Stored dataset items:
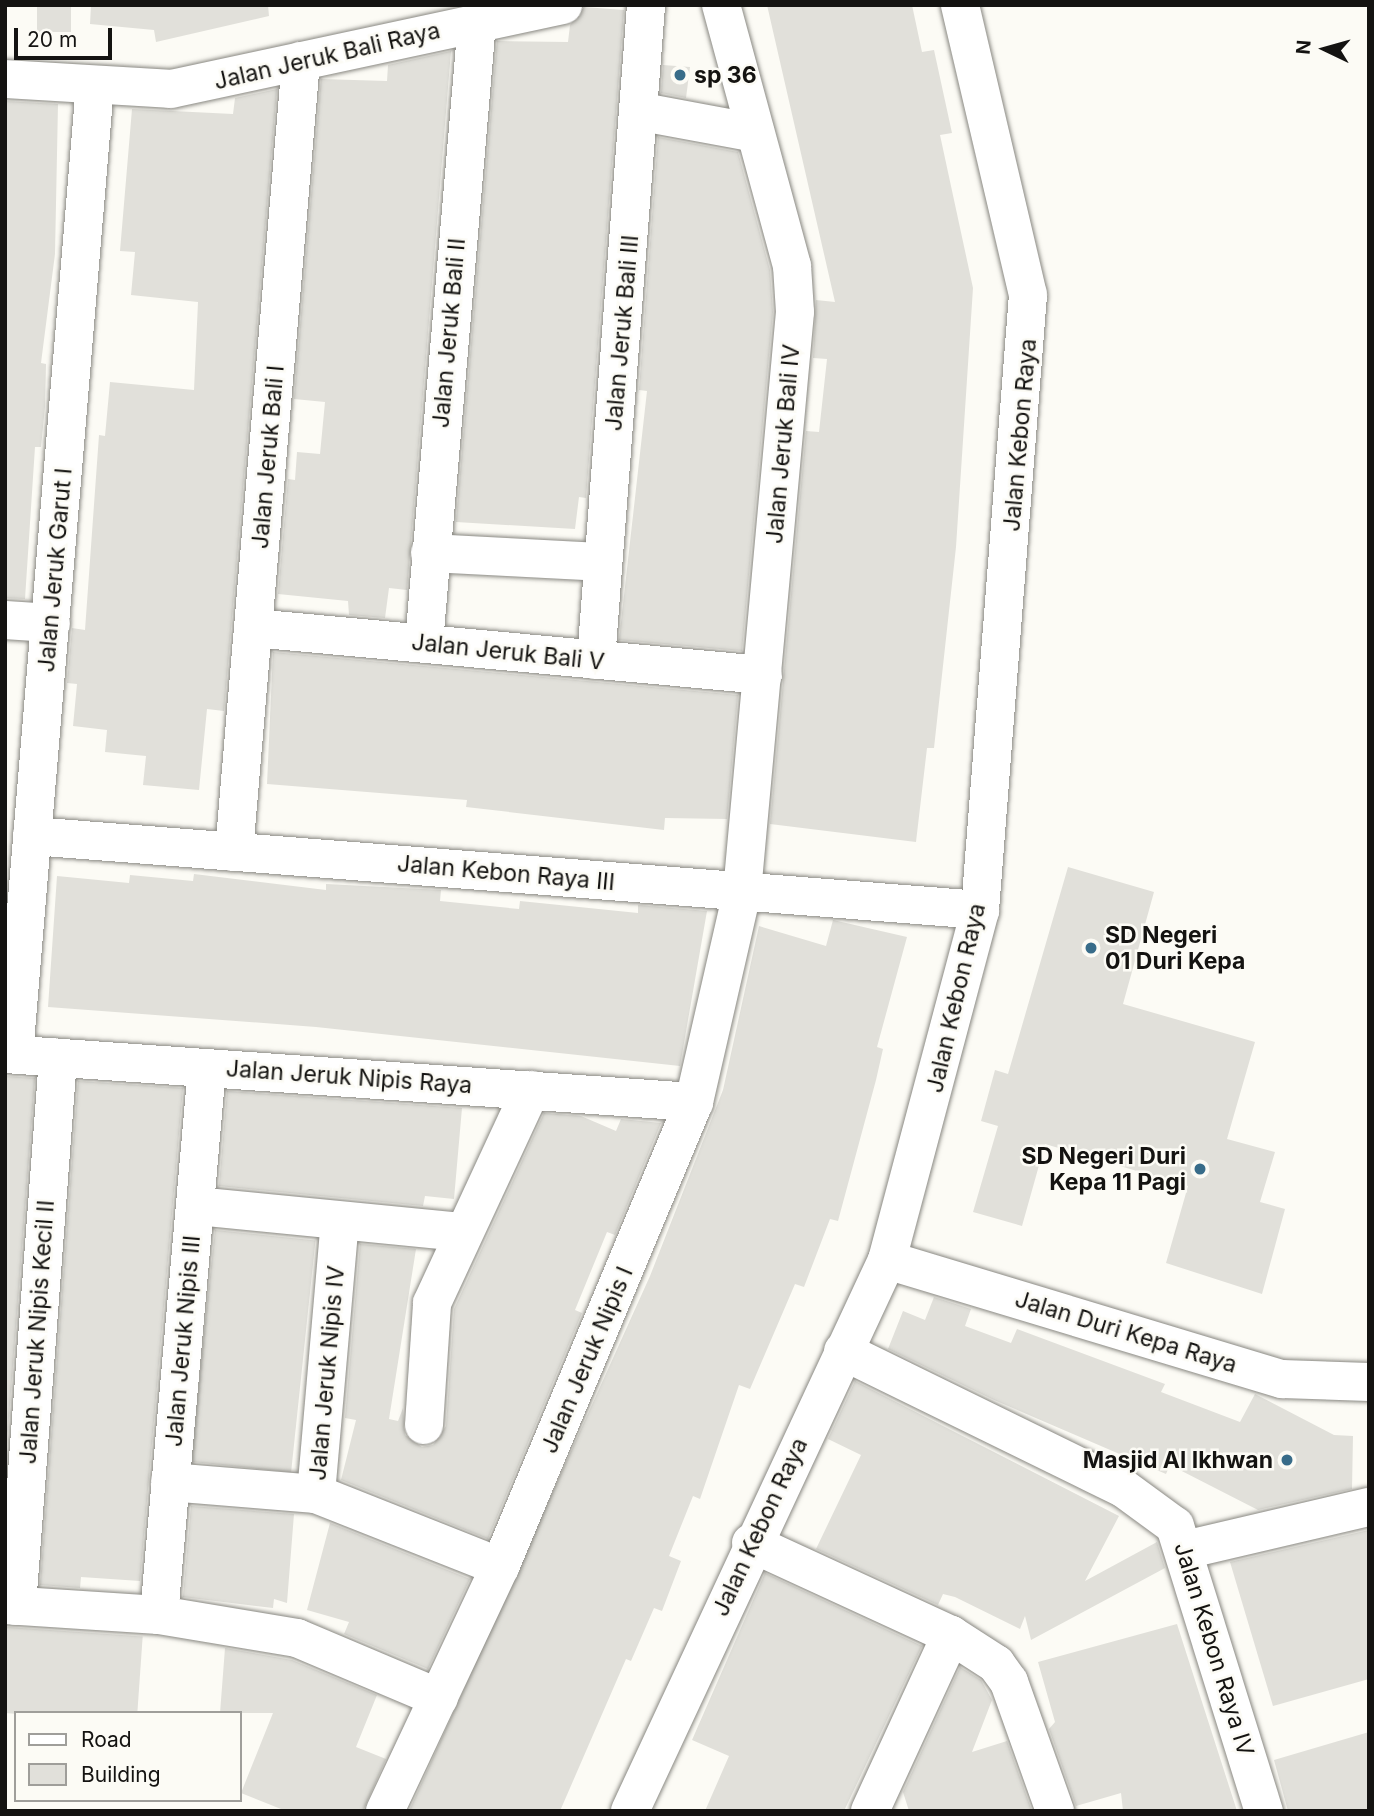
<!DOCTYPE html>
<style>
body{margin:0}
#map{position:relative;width:1374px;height:1816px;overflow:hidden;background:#fcfbf5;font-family:Inter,sans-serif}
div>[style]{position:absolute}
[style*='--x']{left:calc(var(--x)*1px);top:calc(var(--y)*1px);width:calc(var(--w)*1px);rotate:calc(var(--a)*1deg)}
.building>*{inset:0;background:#e1e0da;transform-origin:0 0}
.roads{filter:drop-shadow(0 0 2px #898882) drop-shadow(0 0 2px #898882)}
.minor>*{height:38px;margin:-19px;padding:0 19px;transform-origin:19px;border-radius:19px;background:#fff}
.dots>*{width:19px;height:19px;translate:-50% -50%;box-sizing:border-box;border:4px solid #fcfbf5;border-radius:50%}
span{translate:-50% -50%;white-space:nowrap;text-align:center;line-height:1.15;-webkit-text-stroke:5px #fcfbf5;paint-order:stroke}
.street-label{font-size:23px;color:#141311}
.poi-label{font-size:23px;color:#141311;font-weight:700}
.left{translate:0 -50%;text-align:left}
.right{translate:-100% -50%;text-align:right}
.frame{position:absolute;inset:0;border:7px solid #141311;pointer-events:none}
.legend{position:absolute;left:14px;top:1711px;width:228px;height:91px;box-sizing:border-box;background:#fcfbf5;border:2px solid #9f9e9a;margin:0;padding:9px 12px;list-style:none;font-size:21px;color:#141311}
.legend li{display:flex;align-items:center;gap:14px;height:35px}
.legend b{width:35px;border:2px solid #9f9e9a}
.north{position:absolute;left:1290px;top:14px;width:70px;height:70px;-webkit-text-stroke:5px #fcfbf5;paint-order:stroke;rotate:275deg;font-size:19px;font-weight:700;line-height:28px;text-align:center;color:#141311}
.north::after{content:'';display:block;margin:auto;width:24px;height:32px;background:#141311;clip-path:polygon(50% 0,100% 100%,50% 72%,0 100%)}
.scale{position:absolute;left:14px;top:28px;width:98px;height:32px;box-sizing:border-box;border:4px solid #141311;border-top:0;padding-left:9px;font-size:21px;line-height:24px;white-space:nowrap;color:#141311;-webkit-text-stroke:5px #fcfbf5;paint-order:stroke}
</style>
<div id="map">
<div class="building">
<i style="left:37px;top:5px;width:34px;height:27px"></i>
<i style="clip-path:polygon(91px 5px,268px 5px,269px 16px,156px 42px,154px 30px,90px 24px)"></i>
<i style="clip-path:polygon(767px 5px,912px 5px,922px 52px,934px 50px,952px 133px,940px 135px,973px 288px,956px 547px,934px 748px,927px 748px,916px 842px,770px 824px,806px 431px,819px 432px,827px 359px,813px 358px,816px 300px,835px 302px)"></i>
<i style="clip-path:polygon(584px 7px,624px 10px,586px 498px,579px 497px,575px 529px,456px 522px,497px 41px,568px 42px,570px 25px)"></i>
<i style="clip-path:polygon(451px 51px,407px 590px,389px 588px,385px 618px,349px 615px,348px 601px,278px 594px,288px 479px,295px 480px,297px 452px,320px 454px,325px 402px,294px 399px,321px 79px,387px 81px,388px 65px)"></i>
<i style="clip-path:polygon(663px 65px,690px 67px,686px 98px,661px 93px)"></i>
<i style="clip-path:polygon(277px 89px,224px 711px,207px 709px,199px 790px,143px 785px,146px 756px,105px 752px,107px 730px,73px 726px,77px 684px,67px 683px,72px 628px,85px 630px,99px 435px,105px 436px,110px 382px,194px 390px,198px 302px,131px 295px,135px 252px,120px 251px,132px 109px,233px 114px,235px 98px)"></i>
<i style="clip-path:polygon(5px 101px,58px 104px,55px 254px,41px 363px,46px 364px,45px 407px,41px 447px,35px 447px,25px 599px,5px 598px)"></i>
<i style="clip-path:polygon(658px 137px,738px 152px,770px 270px,773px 312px,742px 651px,619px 640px,647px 391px,639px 390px)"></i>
<i style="clip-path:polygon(273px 652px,738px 695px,727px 819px,665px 818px,664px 830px,466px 807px,467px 800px,267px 784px)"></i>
<i style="clip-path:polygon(1068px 867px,1154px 892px,1123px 1004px,1255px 1042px,1227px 1139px,1275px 1152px,1260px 1202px,1285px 1209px,1262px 1294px,1166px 1263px,1188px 1186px,1045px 1144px,1022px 1226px,973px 1212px,998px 1126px,981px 1121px,995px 1070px,1008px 1074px)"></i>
<i style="clip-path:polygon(194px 874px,326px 890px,326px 884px,441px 890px,440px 901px,519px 909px,520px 901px,638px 913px,638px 905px,707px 911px,680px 1066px,316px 1027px,48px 1007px,57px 876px,129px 883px,130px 875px,193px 881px)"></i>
<i style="clip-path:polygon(833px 920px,907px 937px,877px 1047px,883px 1049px,876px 1080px,838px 1221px,830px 1219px,804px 1287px,795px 1284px,750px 1389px,739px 1385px,700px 1499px,693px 1496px,669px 1556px,681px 1561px,662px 1611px,654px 1608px,631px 1661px,626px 1659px,560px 1811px,409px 1811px,650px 1276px,723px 1090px,759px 926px,826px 946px)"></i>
<i style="clip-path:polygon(5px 1076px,35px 1078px,5px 1470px)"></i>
<i style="clip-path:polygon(78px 1081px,183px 1088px,140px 1581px,81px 1577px,80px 1588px,40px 1585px)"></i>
<i style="clip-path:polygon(227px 1091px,462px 1108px,454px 1199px,425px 1196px,423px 1206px,219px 1186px)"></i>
<i style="clip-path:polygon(544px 1113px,581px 1116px,616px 1131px,621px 1119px,661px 1123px,615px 1235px,607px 1232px,575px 1310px,582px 1313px,488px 1539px,341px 1480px,356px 1420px,345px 1418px,360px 1244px,416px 1249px,389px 1419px,398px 1421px,403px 1408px,405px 1435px,422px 1447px,433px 1445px,446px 1426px,454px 1309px)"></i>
<i style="left:215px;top:1230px;width:101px;height:233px;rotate:6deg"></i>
<i style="clip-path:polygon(934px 1297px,971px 1309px,965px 1326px,1011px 1343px,1017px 1329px,1165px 1384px,1161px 1392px,1240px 1422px,1255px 1394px,1334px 1435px,1353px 1436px,1352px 1489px,1258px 1510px,1170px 1465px,1166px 1474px,994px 1400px,888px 1349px,903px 1311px,925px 1320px)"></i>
<i style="clip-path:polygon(855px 1381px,1119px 1516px,1085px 1581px,1157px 1542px,1165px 1568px,1031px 1640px,1025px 1616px,1020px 1629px,955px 1597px,943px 1594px,938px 1605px,816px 1549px,861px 1455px,828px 1439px)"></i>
<i style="clip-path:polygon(191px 1506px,294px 1514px,287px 1603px,274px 1599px,273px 1608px,183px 1597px)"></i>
<i style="clip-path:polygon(330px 1523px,470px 1579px,428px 1669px,344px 1634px,349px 1622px,307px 1610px)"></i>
<i style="clip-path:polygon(1369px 1530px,1369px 1679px,1273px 1706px,1230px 1562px)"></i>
<i style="clip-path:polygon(765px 1573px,922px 1646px,844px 1811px,705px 1811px,729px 1756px,692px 1740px)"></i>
<i style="clip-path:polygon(1177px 1624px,1237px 1811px,1123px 1811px,1121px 1793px,1076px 1806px,1049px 1729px,1055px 1722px,1038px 1662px)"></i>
<i style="left:7px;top:1627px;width:136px;height:86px;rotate:4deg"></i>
<i style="clip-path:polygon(225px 1648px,292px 1660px,377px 1695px,356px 1747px,386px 1759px,363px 1811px,286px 1811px,241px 1793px,273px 1713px,220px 1713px)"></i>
<i style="clip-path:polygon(960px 1667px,981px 1680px,992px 1700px,972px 1752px,1007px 1741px,1032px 1811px,909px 1811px,903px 1792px)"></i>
<i style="clip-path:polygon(1369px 1732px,1369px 1811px,1288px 1811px,1274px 1760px)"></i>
</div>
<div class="roads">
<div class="minor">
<i style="--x:5;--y:79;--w:166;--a:3.4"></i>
<i style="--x:171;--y:89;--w:401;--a:-12.1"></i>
<i style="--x:642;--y:112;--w:115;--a:10.5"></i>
<i style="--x:430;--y:553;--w:170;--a:3"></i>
<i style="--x:5;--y:620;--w:46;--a:3.7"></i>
<i style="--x:253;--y:628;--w:512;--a:5.27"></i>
<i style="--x:424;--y:643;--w:623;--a:-85.12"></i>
<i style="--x:596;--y:660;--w:657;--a:-85.63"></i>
<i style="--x:32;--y:836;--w:951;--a:4.46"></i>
<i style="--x:234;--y:852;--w:794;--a:-85.16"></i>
<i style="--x:5;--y:1054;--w:691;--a:3.99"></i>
<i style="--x:14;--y:1054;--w:971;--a:-85.22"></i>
<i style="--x:196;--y:1206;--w:268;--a:5.6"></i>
<i style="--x:887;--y:1260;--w:413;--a:16.8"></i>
<i style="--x:1282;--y:1379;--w:87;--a:2"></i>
<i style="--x:843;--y:1351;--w:312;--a:26.1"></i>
<i style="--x:1123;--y:1488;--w:64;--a:36.2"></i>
<i style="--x:1175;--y:1526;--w:299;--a:72.7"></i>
<i style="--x:424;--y:1425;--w:122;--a:-86.2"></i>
<i style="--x:432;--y:1303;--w:235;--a:-65.1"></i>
<i style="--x:170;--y:1482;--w:146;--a:4.7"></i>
<i style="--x:316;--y:1494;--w:198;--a:21.6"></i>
<i style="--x:316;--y:1494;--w:274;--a:-85"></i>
<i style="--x:751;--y:1543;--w:220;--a:24.7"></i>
<i style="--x:951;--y:1635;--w:54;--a:32.8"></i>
<i style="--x:996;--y:1664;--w:22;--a:54"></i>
<i style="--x:1009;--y:1682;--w:137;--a:70.4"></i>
<i style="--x:1185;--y:1550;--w:189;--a:-13.2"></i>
<i style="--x:5;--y:1605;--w:154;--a:3.7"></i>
<i style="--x:159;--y:1615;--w:140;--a:9.5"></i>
<i style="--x:297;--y:1638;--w:154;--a:22.9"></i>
<i style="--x:17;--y:1606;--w:550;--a:-85.72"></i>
<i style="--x:159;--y:1615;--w:549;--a:-84.99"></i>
<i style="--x:385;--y:1811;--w:270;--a:-64.8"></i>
<i style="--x:500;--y:1567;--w:504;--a:-67.35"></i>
<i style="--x:694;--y:1102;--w:215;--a:-77.1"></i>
<i style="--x:742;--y:892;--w:582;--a:-84.78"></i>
<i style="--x:795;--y:312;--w:46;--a:-93.7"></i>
<i style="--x:792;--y:266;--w:270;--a:-105.2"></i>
<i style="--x:630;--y:1811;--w:608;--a:-64.99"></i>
<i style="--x:887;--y:1260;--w:362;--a:-75.1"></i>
<i style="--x:980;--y:910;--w:617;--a:-85.54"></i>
<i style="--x:1028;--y:295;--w:298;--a:-103.2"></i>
<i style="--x:870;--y:1811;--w:194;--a:-65.3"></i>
</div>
</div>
<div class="dots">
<i style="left:680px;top:75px;background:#386c89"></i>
<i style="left:1091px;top:948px;background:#386c89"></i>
<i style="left:1200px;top:1169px;background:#386c89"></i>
<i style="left:1287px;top:1460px;background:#386c89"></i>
</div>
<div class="street-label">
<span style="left:327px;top:56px;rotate:-13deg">Jalan Jeruk Bali Raya</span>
<span style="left:449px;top:333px;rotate:-85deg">Jalan Jeruk Bali II</span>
<span style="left:622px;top:333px;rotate:-85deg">Jalan Jeruk Bali III</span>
<span style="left:1020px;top:435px;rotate:-85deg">Jalan Kebon Raya</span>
<span style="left:783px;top:444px;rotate:-85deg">Jalan Jeruk Bali IV</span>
<span style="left:268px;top:457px;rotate:-85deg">Jalan Jeruk Bali I</span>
<span style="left:55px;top:570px;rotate:-85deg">Jalan Jeruk Garut I</span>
<span style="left:508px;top:652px;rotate:6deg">Jalan Jeruk Bali V</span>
<span style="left:506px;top:873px;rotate:5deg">Jalan Kebon Raya III</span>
<span style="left:956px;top:998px;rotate:-77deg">Jalan Kebon Raya</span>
<span style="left:349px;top:1077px;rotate:4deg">Jalan Jeruk Nipis Raya</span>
<span style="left:37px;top:1332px;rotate:-86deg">Jalan Jeruk Nipis Kecil II</span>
<span style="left:1126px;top:1332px;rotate:17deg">Jalan Duri Kepa Raya</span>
<span style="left:183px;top:1341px;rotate:-85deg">Jalan Jeruk Nipis III</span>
<span style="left:587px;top:1360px;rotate:-67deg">Jalan Jeruk Nipis I</span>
<span style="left:327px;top:1373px;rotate:-85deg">Jalan Jeruk Nipis IV</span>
<span style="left:760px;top:1527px;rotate:-65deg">Jalan Kebon Raya</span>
<span style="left:1214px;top:1649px;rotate:73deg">Jalan Kebon Raya IV</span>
</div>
<div class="poi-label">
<span class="left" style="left:694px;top:75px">sp 36</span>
<span class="left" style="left:1105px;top:948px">SD Negeri<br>01 Duri Kepa</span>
<span class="right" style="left:1186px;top:1169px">SD Negeri Duri<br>Kepa 11 Pagi</span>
<span class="right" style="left:1273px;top:1460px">Masjid Al Ikhwan</span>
</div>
<div class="frame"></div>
<ul class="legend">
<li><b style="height:9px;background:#fff"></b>Road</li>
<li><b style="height:19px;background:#e1e0da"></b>Building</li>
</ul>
<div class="north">N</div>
<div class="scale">20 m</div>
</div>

■ **WHAT IS NEEDED**: Include the first line of the records, the line containing "2px #898882) drop-shadow(0", and every line between them, repeated exactly. Skip the pictures.

■ **EXPECTED OUTPUT**:
<!DOCTYPE html>
<style>
body{margin:0}
#map{position:relative;width:1374px;height:1816px;overflow:hidden;background:#fcfbf5;font-family:Inter,sans-serif}
div>[style]{position:absolute}
[style*='--x']{left:calc(var(--x)*1px);top:calc(var(--y)*1px);width:calc(var(--w)*1px);rotate:calc(var(--a)*1deg)}
.building>*{inset:0;background:#e1e0da;transform-origin:0 0}
.roads{filter:drop-shadow(0 0 2px #898882) drop-shadow(0 0 2px #898882)}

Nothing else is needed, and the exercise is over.